The x's on the ticket flag the security guard, not your name. so, the process that he indicates is not the hole in security. The hole in security would be the would be perpetrator faking the pass enough to erase the x's.

However, this even presents a problem because the bar code on the ticket is then ran through the scanner and your name comes up, who ever purchased the ticket as the passenger. If you are on a no fly list, you will be stopped at the gate. it doesn't matter what you did to the ticket. This is why your ID is not required at the gate.

Now, the only hole that is left is a hole that basically can't be sealed unless every airport in the country could access every states identification system and swipe the ID. Even that won't stop it.

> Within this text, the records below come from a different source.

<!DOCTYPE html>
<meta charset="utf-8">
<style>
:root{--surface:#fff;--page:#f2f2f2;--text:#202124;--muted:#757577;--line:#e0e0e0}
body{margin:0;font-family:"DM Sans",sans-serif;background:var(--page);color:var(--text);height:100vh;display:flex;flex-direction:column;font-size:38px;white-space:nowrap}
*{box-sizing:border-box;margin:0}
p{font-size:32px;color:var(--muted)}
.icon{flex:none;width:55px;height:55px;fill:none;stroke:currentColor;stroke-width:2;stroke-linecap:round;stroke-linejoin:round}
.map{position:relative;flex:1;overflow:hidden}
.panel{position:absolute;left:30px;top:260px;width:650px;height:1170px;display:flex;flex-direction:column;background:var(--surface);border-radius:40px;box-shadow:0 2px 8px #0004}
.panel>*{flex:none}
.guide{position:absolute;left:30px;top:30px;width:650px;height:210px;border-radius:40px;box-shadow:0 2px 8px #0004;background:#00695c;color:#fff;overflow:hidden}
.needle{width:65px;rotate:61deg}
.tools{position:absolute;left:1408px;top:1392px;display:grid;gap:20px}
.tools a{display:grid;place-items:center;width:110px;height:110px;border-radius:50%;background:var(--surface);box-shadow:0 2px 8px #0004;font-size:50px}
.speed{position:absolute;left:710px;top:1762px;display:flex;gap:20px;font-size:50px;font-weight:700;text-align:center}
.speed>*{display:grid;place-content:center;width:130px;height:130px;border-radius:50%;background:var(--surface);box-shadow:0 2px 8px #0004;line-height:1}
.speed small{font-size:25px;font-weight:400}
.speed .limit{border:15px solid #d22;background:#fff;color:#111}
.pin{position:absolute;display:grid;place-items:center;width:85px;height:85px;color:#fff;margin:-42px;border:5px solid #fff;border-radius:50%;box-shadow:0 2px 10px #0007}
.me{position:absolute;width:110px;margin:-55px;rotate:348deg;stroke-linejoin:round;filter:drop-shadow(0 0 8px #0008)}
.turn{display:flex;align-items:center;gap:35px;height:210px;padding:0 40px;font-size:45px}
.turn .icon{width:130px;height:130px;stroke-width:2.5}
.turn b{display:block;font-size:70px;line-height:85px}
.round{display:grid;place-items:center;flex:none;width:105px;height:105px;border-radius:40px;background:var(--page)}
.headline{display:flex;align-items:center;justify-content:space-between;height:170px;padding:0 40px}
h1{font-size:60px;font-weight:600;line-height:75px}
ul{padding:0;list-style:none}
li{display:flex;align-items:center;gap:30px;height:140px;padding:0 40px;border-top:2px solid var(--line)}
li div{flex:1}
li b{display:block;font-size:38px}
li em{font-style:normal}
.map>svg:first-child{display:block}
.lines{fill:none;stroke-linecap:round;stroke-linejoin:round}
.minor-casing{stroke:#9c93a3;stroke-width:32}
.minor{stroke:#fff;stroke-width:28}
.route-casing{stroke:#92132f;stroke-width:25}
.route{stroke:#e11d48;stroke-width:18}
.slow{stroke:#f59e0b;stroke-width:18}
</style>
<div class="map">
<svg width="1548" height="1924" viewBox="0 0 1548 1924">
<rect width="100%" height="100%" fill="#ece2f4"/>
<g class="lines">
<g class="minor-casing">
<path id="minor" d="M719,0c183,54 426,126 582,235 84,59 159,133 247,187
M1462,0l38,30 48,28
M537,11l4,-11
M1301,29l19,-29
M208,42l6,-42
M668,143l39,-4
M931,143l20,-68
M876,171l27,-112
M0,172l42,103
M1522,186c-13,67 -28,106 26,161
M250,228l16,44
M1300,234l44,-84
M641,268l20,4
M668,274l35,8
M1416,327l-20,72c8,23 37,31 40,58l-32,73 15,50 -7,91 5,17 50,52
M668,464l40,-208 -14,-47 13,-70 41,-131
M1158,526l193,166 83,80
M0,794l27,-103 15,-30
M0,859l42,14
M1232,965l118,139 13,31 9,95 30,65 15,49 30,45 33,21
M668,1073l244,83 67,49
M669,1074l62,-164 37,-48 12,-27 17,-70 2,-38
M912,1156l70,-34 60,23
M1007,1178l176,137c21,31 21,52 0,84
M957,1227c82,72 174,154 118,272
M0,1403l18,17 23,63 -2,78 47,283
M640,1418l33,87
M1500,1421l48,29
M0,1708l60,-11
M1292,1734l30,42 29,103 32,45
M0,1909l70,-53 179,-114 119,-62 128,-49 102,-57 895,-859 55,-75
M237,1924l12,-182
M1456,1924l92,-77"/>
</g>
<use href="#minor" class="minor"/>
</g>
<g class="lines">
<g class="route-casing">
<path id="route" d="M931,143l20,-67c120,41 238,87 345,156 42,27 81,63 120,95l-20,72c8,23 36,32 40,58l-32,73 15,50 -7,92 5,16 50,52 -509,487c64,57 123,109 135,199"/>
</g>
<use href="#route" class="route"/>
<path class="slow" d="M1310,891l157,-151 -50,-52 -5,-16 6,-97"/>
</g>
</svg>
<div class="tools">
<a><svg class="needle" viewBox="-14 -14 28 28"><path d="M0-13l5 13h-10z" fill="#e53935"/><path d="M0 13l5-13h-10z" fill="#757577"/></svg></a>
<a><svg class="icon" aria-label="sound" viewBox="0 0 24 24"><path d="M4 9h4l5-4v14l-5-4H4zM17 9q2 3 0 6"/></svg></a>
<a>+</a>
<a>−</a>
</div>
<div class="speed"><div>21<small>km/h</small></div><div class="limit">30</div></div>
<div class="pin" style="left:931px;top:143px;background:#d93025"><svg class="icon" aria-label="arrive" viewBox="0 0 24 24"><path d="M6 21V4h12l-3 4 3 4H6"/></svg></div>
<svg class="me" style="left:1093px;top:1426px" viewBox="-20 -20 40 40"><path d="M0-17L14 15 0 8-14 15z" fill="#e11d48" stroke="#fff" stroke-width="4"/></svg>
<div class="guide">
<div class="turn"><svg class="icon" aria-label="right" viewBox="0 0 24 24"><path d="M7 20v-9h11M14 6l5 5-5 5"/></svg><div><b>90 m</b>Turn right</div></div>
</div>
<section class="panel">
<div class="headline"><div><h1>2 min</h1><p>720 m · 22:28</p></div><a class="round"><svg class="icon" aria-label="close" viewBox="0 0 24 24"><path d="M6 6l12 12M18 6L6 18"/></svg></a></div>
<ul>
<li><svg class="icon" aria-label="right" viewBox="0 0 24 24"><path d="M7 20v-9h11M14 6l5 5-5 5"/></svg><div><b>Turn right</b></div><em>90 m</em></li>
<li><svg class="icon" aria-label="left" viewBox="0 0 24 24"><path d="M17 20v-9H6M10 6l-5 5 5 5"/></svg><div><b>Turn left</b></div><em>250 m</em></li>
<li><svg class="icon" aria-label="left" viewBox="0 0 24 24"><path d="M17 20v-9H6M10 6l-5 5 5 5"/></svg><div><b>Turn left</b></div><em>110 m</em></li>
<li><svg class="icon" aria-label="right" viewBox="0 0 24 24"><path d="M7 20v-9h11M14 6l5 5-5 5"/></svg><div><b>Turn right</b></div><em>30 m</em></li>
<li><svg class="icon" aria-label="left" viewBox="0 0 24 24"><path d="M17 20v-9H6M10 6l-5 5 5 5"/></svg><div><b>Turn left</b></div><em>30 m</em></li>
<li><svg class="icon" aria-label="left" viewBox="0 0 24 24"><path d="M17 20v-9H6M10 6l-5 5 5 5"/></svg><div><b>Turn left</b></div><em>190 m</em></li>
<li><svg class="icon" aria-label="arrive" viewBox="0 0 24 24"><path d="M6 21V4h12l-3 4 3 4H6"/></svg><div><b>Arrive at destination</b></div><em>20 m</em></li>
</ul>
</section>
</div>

That hole is for someone to use a friends credit card and a matching ID, whether faked or close enough to look like the friend. In which case, if that name is not on the no fly list, there is little anyone can do about it.

In the end, that is why the tertiary defense against terrorism on board a plane is you and I the passengers along with the crew being observant and not being afraid. Other security measures may not be exact, such as bag screening or cargo, but the screening process (regardless of some folks claims that the few items that have gotten through represent a huge hole) is statistically against someone sneaking something on bigger than a blade from a razor or other small sharp object.

Think about the numbers of incidents reported compared to the number of passengers that are screened. The error ratio is less than 5%. It might not be comforting to think that there is a 5% error ratio but the statistics of a terrorist making it within that 5% is still slim to none.

Even if a razor was snuck on to the plane, how many passengers today do you think will set there and let someone hijack their plane without taking immediate action?

It is no longer a game of hostage, negotiation, release. 9/11 set the record straight. This is straight up life and death and, as a frequent flier, I guarantee you that I'm not going down without a fight. If it appears someone is going for the cockpit, they're going down.

 
At 2/08/2005 06:09:00 PM, Blogger Kender said...

My wife is a frequent flyer. She is a six foot tall caucasian women with red hair, blue eyes and pale skin. He last name is Owen. She has endured a second screening EVERYTIME she has flown since 9/11, including having to remove her shoes. She used to travel in her favorite pair of cowboy boots. Now she wears sandals.

 
At 2/10/2005 11:44:00 AM, Blogger WakkaJewbacca said...

Sandmonkey, where have you gone? Have you been detained by airport security? Come back soon.

 
At 2/10/2005 04:05:00 PM, Blogger Tina said...

OK, where are you? Why aren't you posting? Is your mom OK?